Ingénieure de recherche CNRS, Astrid Aschehoug est éditrice en sciences humaines et sociales. Elle a rejoint l’InSHS le 1er mai dernier en qualité de chargée du soutien à l’édition scientifique et au développement de l’accès ouvert, au sein du pôle Science ouverte, édition scientifique et données de recherche.

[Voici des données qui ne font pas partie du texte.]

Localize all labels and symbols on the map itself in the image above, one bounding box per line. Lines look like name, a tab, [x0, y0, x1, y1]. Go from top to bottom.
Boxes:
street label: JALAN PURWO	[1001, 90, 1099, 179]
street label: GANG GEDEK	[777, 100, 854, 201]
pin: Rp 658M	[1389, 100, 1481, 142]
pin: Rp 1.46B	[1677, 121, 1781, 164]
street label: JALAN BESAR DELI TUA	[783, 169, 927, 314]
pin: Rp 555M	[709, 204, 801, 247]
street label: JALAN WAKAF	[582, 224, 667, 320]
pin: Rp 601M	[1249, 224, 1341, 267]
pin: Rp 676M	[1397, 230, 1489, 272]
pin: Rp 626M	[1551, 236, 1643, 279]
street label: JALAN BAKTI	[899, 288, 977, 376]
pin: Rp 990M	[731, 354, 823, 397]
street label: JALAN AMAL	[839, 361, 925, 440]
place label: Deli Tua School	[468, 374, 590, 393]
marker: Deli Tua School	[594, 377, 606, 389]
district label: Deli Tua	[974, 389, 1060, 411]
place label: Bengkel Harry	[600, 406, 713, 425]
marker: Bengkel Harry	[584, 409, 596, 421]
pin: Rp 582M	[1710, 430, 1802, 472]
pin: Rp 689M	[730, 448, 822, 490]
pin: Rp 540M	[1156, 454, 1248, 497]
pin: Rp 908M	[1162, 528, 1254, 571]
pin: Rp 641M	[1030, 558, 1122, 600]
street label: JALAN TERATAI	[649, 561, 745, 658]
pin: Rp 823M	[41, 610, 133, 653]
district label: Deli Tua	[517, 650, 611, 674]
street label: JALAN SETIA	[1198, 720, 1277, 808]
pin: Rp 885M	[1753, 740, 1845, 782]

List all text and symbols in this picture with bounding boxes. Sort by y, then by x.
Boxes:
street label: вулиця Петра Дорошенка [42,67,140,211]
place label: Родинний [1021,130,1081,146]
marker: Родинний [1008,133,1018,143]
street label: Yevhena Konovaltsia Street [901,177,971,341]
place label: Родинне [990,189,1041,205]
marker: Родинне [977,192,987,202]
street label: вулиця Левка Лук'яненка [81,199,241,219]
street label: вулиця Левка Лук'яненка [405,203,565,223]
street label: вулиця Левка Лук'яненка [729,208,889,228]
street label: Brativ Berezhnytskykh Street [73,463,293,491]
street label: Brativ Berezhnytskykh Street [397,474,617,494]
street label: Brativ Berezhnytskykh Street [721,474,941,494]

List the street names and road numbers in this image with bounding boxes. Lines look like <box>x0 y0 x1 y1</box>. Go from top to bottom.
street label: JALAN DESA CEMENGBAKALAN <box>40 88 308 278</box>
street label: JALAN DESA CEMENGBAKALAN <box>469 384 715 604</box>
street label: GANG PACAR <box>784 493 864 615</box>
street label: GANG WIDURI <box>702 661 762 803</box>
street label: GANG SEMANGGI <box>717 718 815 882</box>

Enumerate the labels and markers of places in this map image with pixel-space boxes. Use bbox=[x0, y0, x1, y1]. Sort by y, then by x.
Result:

Pour l’Institut des sciences humaines et sociales (InSHS) du CNRS, la campagne de soutien aux revues est un temps fort. Elle est traditionnellement organisée tous les deux ans. Son analyse mobilise non seulement des moyens humains de l’Institut comme sa directrice, ses directeurs et directrices adjoints scientifiques (DAS), son pôle Science ouverte et son pôle Ressources financières, mais aussi, hors Institut, les onze sections du Comité national rattachées à l’InSHS de façon principale ou secondaire et, nouveauté de cette dernière campagne 2020-2021, la direction des systèmes d’information (DSI) du CNRS. L’appui de la DSI allié aux compétences d’Emmanuelle Morlock, chargée de mission au pôle Science ouverte de l’InSHS entre 2019 et 2020, ont ainsi permis à chacune des revues candidates de remplir un formulaire en ligne pour la première fois. Cette chaîne de travail a, entre autres, eu pour avantage de faciliter le traitement semi-automatique des données fournies par les revues candidates et d’affiner leur analyse, sachant que ces deux objectifs ont été les véritables fils d’Ariane du traitement des quatre dernières campagnes1 .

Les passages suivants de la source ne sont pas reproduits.